Дрожат заветренные, запекшиеся губы, горестные собираются морщины на женских лицах, слезы ползут. Свое горе заныло, своя тоска выступила четко и выпукло, как теплым лучом заката выхваченный закоулок, вылилась неудержимо в теплых слезах. Корявые, натруженные руки развязывают узелок в уголке платка, достают медную монету, и падает она с благодарным звоном в деревянную чашечку слепой певицы.
Не в первый раз видит эти слезы отец Порфирий и лица, тронутые горестным выражением жалости и своих воспоминаний. Но нынче все это особенно понятно, близко — и дрожат его ресницы… Поправляет он очки, отходит в сторону. Опять глядит туда, на Подол, но не видит ни церковки знакомой, ни старенькой монахини около нее…
— А то у нашу сторону пароход гребнувся… — раздается рядом чужой голос, радостный, такой общительный.
Отец Порфирий испуганно оглядывается. Приземистый хохлик в короткой сермяжьей свитке снимает свою баранью шапку, почтительно кланяется и почти ликующим голосом говорит, тыкая костылем вслед убегающему дымку парохода:
— У Переяслав гребнувся…
Отец Порфирий усиленно сморкается — ему конфузно, что посторонний человек видел его слабость. Но посторонний человек весь ушел в радостное созерцание скрывающегося из глаз парохода — пегая щетина на его подбородке шевелится и ходит от улыбки.

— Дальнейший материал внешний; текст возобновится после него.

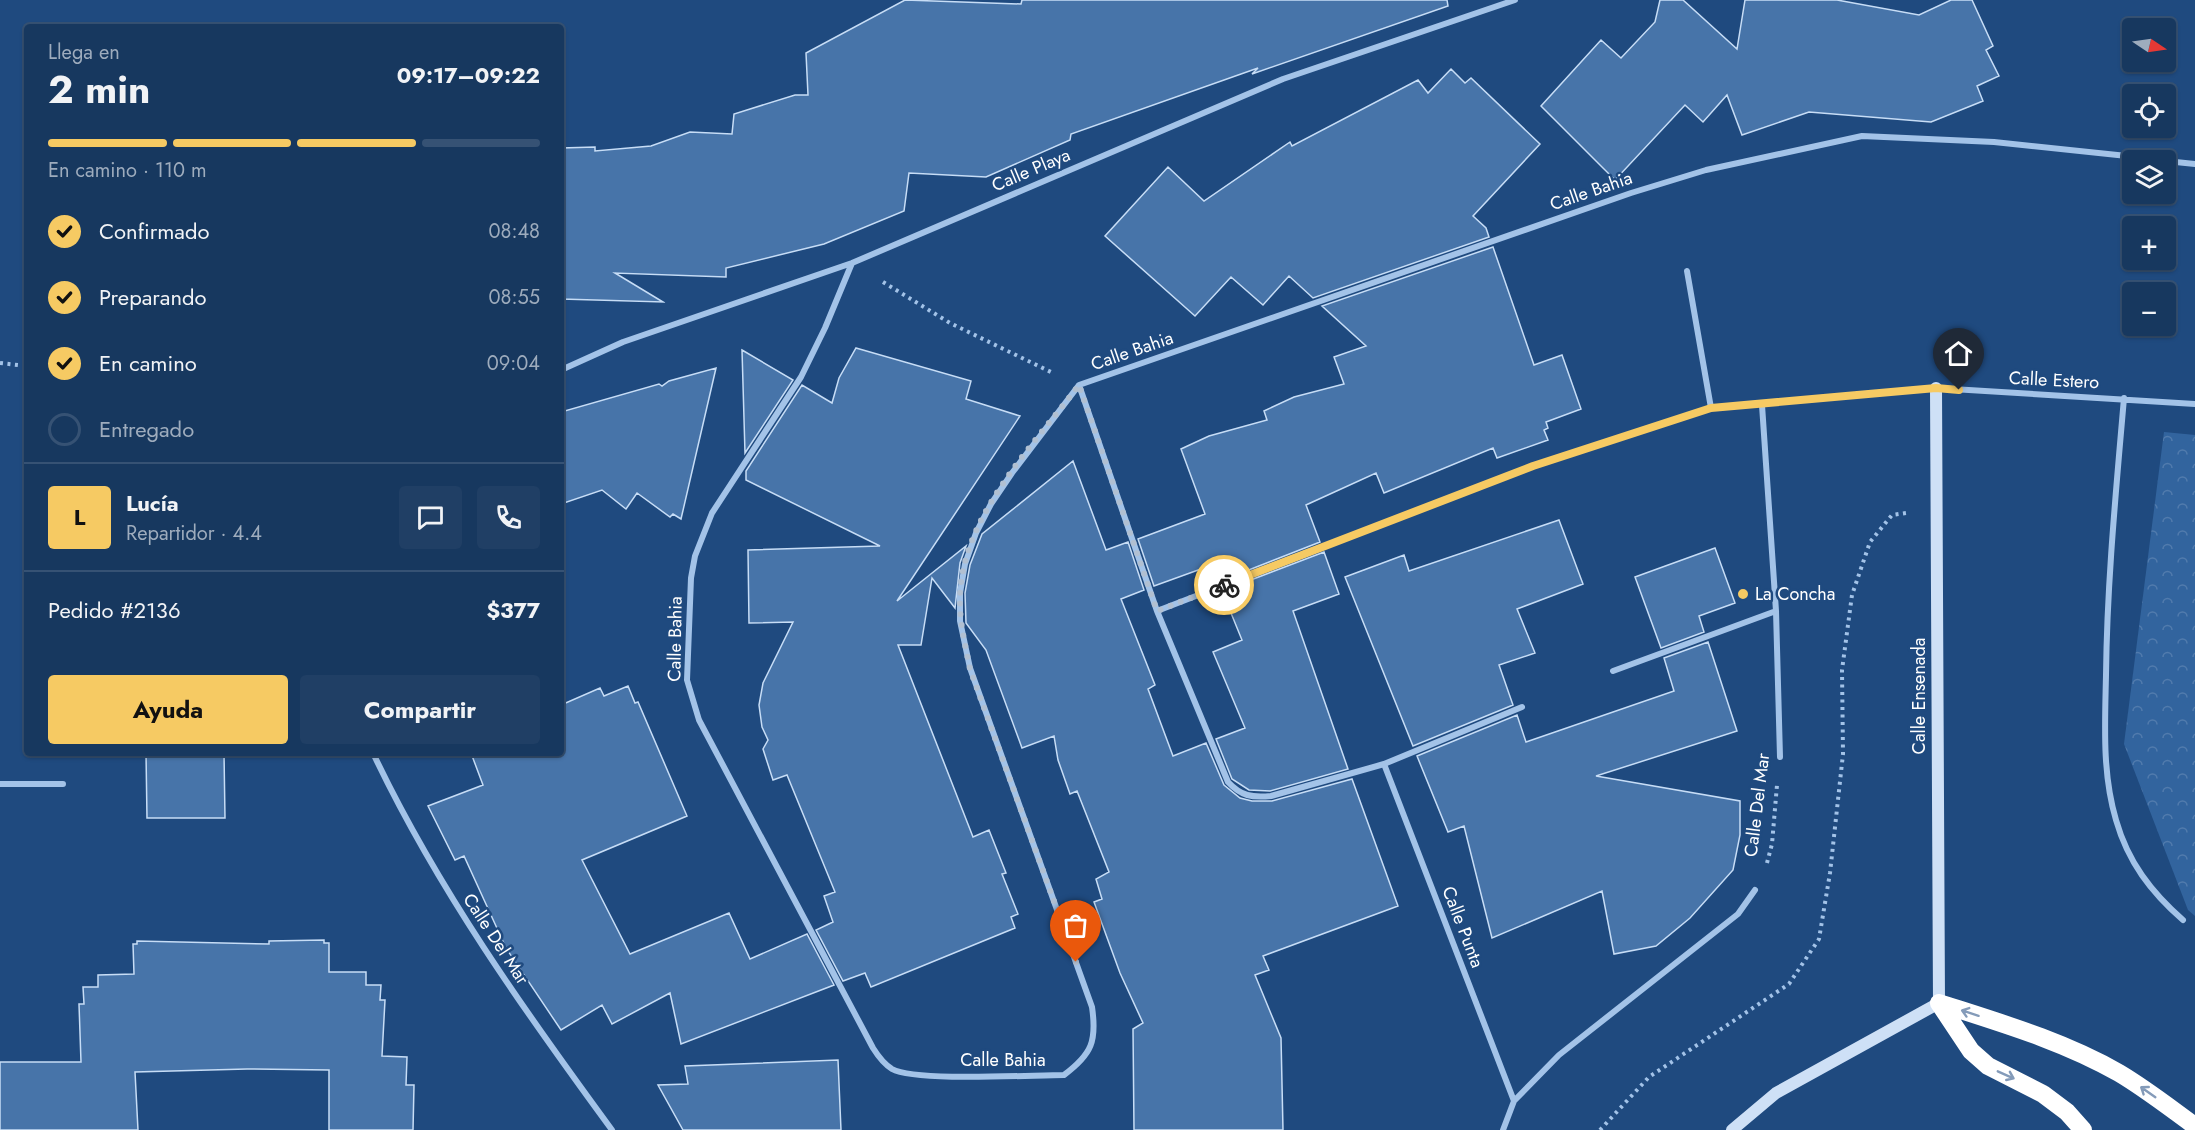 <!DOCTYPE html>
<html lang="es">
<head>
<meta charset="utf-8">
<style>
	:root { --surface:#17385f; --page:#203f65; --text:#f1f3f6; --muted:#9eacbd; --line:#365274; --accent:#f6ca63 }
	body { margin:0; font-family:Jost,sans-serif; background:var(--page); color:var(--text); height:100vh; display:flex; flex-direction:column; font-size:22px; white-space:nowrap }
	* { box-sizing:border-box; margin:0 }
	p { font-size:20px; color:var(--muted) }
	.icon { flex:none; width:33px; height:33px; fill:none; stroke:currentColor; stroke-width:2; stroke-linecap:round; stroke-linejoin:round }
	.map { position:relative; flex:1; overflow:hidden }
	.panel { position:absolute; left:24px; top:24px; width:540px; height:732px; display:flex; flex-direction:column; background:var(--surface); border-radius:6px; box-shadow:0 2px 4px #0004,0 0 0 2px var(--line) }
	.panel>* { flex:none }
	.needle { width:39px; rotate:103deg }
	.controls { position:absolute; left:2122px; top:18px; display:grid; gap:12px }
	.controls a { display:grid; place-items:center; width:54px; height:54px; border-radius:6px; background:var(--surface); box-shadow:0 2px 4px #0004,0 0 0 2px var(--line); font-size:30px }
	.pin { position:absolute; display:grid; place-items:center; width:51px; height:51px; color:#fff; margin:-62px -26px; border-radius:50% 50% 50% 0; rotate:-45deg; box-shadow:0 0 6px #0007 }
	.pin .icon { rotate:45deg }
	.courier { position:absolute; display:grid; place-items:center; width:60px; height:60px; margin:-30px; border:4px solid #f6ca63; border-radius:50%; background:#fff; color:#222; box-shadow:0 2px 8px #0007 }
	.overview em { font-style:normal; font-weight:700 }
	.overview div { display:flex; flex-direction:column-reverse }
	.overview { display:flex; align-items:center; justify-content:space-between; height:102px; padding:0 24px }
	h1 { font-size:39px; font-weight:700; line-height:45px }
	.bar { display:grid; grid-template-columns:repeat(4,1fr); gap:9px 6px; align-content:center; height:72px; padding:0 24px }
	.bar i { height:8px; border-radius:4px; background:var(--line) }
	.bar .active { background:var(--accent) }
	.bar p { grid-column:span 4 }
	.line { display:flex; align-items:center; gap:15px; padding:0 24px; border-top:2px solid var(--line) }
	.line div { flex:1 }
	.round { display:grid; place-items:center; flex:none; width:63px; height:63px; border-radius:6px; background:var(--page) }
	ol { padding:0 24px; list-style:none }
	li { display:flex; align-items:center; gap:18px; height:66px }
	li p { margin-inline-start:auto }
	li .icon { padding:6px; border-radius:50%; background:var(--accent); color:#111; stroke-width:4 }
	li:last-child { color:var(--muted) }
	li i { width:33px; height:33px; border:3px solid var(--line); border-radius:50% }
	.button { display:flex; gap:12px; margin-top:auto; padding:12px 24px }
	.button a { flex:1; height:69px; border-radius:6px; background:var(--accent); color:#111; font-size:24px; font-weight:700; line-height:69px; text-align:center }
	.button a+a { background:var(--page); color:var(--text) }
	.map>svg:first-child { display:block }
	.park { fill:url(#park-crowns) }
	.building { fill:#4774a9; stroke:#c7ddf6; stroke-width:1.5 }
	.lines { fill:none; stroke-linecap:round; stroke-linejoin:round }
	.path { stroke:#a3c3e8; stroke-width:4; stroke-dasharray:3 4.5; stroke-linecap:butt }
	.street { stroke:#a3c3e8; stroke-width:6 }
	.secondary { stroke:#cee0f6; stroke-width:12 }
	.highway { stroke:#fff; stroke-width:18 }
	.oneway { stroke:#849bb9 }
	.done { stroke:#b1c0d2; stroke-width:6; stroke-dasharray:0 10.8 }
	.route { stroke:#f6ca63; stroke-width:8 }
	.poi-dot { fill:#f6ca63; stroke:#1f4a7f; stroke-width:2 }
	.labels { text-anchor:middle; stroke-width:5; stroke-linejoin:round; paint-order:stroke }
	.street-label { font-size:18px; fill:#fff; stroke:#1f4a7f }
	.poi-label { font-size:18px; fill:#fff; stroke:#1f4a7f; text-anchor:start }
</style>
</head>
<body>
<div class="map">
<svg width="2195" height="1130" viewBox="0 0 2195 1130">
	<defs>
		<pattern id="park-crowns" width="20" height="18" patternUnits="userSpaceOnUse" patternTransform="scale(1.5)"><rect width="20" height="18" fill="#32649e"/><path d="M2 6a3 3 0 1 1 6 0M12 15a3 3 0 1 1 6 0" fill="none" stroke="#517bad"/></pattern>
	</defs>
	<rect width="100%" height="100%" fill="#1f4a7f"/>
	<!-- park -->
	<path class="park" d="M2164,432L2195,435V916L2188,910L2124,744Z"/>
	<!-- building -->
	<path class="building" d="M905,0L1021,4L1022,0H1447L1448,6L1252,74L1258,68L1071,134L1070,140L986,177L909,173L904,211L824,244L726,268V277L615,273L663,302L561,299V148L595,147V151L651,146L690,132L732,134L734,114L795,95H808L806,53Z
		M1660,0H1683L1737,49L1745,0H1837L1919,15L1951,0H1972L1993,46L1986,50L1999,76L1977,86L1983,101L1931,122L1809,112L1742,135L1727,95L1703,122L1685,105L1615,180L1541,106L1601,40L1621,58L1655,22Z
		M1451,69L1465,83L1471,78L1540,144L1473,216L1486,228L1489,237L1313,298L1289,276L1263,305L1231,277L1195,316L1105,236L1168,167L1204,201L1290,142L1292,146L1418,80L1428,93Z
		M1493,247L1534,365L1562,355L1581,409L1546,422L1548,428L1544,430L1548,440L1497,458L1493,448L1384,493L1376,473L1306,505L1320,542L1218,582L1212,565L1154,586L1138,539L1205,514L1181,449L1209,436L1267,420L1264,411L1294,397L1344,384L1334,357L1366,346L1322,306Z
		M856,348L971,381L966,399L1020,416L897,601L966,546L960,563L955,608L932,578L921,645H898L973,837L989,830L1006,873L1002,874L1018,914L1011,917L1015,928L871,987L865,973L843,981L816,930L833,922L824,896L835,892L787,775L773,780L763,749L768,740L762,727L759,705L763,683L793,622L749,623L748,550L880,546L746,480V471L802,385L832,403L839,378Z
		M742,350L793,380L745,453Z
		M716,368L681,519L673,514L670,517L637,493L626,509L602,490L561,504V412L659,384L662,386L669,381Z
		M1073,461L1106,550L1128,542L1144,590L1121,599L1155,685L1148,689L1173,756L1206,743L1224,785L1240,798L1252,801H1272L1352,779L1398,906L1263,956L1269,970L1255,975L1281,1038L1283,1130H1134L1133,1029L1143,1023L1120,973L1094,902L1102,899L1096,879L1109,872L1077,791L1070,794L1058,760L1054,736L1022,748L986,650L966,623L965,593L970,565L982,534Z
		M1559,520L1583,584L1517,609L1535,653L1499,665L1513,705L1413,746L1345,577L1404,555L1409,571Z
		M1715,548L1735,603L1699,616L1704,632L1661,648L1635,577Z
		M1324,552L1339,594L1293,611L1348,769L1270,791L1249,790L1232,779L1216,739L1245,728L1213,652L1242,640L1222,591Z
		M1708,642L1737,731L1596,776L1740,801V835L1733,870L1690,918L1656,946L1614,954L1602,891L1492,938L1464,826L1448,832L1417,756L1517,715L1526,742L1674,691L1664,658Z
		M628,686L635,703L638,702L687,816L582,860L630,954L729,913L750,959L807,934L834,985L681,1044L670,993L612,1024L602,1005L561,1030L506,948L464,856L455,860L428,806L483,785L471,753H561V705L600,688L604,696Z
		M146,753H224L225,818H147Z
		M324,940V943H329V972H366V985H381L380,1000H385L382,1056L407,1057L406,1085H414L413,1130H329V1070L247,1069L135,1072L138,1130H0V1062H81L79,1004H84L83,987H98V975L134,974L133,944H137V941L269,944V941Z
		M838,1060L841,1130H683L658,1085L688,1084L685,1066Z"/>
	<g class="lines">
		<!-- path -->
		<path class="path" d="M883,282L950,323L1053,373
			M0,363L27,366
			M1767,863L1772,844L1777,785
			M1600,1130L1649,1077L1789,984L1819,939L1830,873L1843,754L1842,670L1852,595L1870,542L1892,515L1906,513"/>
		<!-- street -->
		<path class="street" d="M2166,161L2195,164
			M852,263L825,328L801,377L712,513L695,556L691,578L687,680L699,720L873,1048C878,1056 884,1064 892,1069C915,1082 1031,1075 1064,1075C1092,1054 1097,1041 1092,1007L970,668L960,621V593L965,564L976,533L991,504L1012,473L1079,385L1631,193L1706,170L1862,136L1994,142L2165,160
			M1687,271L1711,408
			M561,370L623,342L852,263L1283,79L1515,0
			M1079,385L1157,611L1228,782C1241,796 1252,798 1271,796L1384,764L1522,707
			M2124,398C2116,491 2107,583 2106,675C2105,724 2102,773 2116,820C2128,862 2151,892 2183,920
			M1762,405L1776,611L1780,757
			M1157,611L1533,466L1711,408L1936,388L2195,404
			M1613,671L1776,611
			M373,753C437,888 524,1010 612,1130
			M1384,764L1514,1101
			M0,784H63
			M1503,1130L1514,1101L1559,1055L1738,914L1755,890"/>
		<!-- secondary -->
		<path class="secondary" d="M1732,1130L1776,1093L1939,1003L1936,388"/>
		<!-- highway -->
		<path class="highway" d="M1939,1003C2001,1023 2063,1041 2119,1073C2146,1089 2170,1108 2195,1126
			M1939,1003L1971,1051L1988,1066L2043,1094L2067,1112L2083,1130"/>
	</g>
	<!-- one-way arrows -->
	<defs><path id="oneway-shaft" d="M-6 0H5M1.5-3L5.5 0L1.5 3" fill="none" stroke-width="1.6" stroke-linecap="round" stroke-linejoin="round" transform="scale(1.5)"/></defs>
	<g class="oneway">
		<use href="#oneway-shaft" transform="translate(1970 1013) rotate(-162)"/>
		<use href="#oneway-shaft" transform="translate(2006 1075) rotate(24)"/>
		<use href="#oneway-shaft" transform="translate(2148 1092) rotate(-145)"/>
	</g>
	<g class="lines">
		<!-- done -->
		<path class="done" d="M1076,962L970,669C965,644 959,621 960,595C963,515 1033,446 1079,385L1157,611L1224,585"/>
		<!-- route -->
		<path class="route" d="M1224,585L1533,466L1711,408L1936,388L1959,390"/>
	</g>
	<!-- markers -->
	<circle class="poi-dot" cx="1743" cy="594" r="6"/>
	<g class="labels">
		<!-- street labels -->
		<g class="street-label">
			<text transform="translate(1031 170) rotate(-23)" y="6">Calle Playa</text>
			<text transform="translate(1591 191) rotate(-19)" y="6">Calle Bahia</text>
			<text transform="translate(1132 351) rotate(-19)" y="6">Calle Bahia</text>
			<text transform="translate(2054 380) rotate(3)" y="6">Calle Estero</text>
			<text transform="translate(675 639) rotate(-89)" y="6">Calle Bahia</text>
			<text transform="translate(1919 696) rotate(-90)" y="6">Calle Ensenada</text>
			<text transform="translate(1757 805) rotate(-83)" y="6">Calle Del Mar</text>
			<text transform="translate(1463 927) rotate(69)" y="6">Calle Punta</text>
			<text transform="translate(496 939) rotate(57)" y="6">Calle Del Mar</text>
			<text x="1003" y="1066">Calle Bahia</text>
		</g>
		<!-- poi labels -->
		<g class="poi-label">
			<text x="1755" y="600">La Concha</text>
		</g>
	</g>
</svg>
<div class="controls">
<a><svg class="needle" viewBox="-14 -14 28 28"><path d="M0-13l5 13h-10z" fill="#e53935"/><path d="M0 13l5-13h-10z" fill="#9eacbd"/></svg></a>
<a><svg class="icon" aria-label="locate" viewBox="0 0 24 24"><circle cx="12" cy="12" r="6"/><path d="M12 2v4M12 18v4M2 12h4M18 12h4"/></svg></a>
<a><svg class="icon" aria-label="layers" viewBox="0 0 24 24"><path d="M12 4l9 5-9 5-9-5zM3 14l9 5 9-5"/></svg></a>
<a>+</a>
<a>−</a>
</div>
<div class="pin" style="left:1076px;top:962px;background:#ea580c"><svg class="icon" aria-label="bag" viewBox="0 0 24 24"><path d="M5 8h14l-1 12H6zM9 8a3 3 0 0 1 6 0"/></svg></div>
<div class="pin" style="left:1959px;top:390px;background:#1f2937"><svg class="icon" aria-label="home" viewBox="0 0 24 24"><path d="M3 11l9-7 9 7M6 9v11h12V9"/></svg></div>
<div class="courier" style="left:1224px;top:585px"><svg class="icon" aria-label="bike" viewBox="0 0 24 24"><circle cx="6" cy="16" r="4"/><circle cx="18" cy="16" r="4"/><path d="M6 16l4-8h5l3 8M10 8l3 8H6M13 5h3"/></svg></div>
<section class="panel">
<div class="overview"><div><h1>2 min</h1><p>Llega en</p></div><em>09:17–09:22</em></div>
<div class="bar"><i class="active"></i><i class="active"></i><i class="active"></i><i></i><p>En camino · 110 m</p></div>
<ol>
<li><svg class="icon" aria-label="check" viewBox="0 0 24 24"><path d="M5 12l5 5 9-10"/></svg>Confirmado<p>08:48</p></li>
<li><svg class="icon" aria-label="check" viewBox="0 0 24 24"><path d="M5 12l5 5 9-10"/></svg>Preparando<p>08:55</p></li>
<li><svg class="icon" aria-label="check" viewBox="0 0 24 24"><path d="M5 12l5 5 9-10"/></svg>En camino<p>09:04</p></li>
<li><i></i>Entregado</li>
</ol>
<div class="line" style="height:108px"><b class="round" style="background:var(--accent);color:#111">L</b><div><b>Lucía</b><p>Repartidor · 4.4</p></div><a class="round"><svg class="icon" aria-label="chat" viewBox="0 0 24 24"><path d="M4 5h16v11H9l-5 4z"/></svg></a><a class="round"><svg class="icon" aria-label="phone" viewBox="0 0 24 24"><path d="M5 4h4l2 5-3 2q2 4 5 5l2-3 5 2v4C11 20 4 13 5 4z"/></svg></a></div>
<div class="line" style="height:78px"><div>Pedido #2136</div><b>$377</b></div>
<div class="button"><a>Ayuda</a><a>Compartir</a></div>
</section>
</div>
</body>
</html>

— Самой наш корень — Переяслав.
— Так вы того… так, так… — Отец Порфирий уже оправился и ласково машет головой смешному хохлику. — С Переяславля, значит?
— Ни, я с Томской губернии… Переяслав, как бы вам сказать, наша родина… А я годов с двадцать как у Томскую переселився… на нови места…
— Так, так…
— А тут у меня брат зостався… Ридный…
Так, так… Проведать, значит? Хорошо… Родину не забываете — хорошо…
Собеседник отца Порфирия поскреб свою густую щетину на подбородке и усмехнулся.
— А як же ее забыть, батюшка?.. На чужбине и кости плачут…
Он потряс головой, прищурился, всматриваясь в дали, и замолчал, точно обиделся на отца Порфирия.
— Всэ в менэ е, — сказал он, упираясь руками и грудью на костыль. — Хлиб е… сала захошь — заколи кабана, вот и сало. Бычка выкормишь, вот и мясо… Всэ е… Тилько за краем скучно!.. Сердце кортыть… кортыть сердце…
Что-то близкое, слишком понятное почувствовалось отцу Порфирию в этом коротеньком мужичке, в его тоске по родному краю и неотвязных думах о нем — болел и сам он часто такой же мукой и в часы одиночества, и в дни мелких монастырских дрязг и огорчений, украдкой тихо плакал о родных местах, о близких по плоти людях… Казалось ему, что нет в свете краше, светлее и теплее места, как родной угол его — Подберезники…
— Вот праздник провожу — поеду! — счастливым голосом говорит хохлик: — Годов, мабуть, с пятнадцать не был… Раз приезжал, как дорога прошла, — вон когда!..
И казалось, весь он был поглощен мыслью о близком свидании, переполнен детской радостью предвкушения, — сияли счастьем глаза его, ушедшие в морщины, и шевелилась пегая щетина на щеках.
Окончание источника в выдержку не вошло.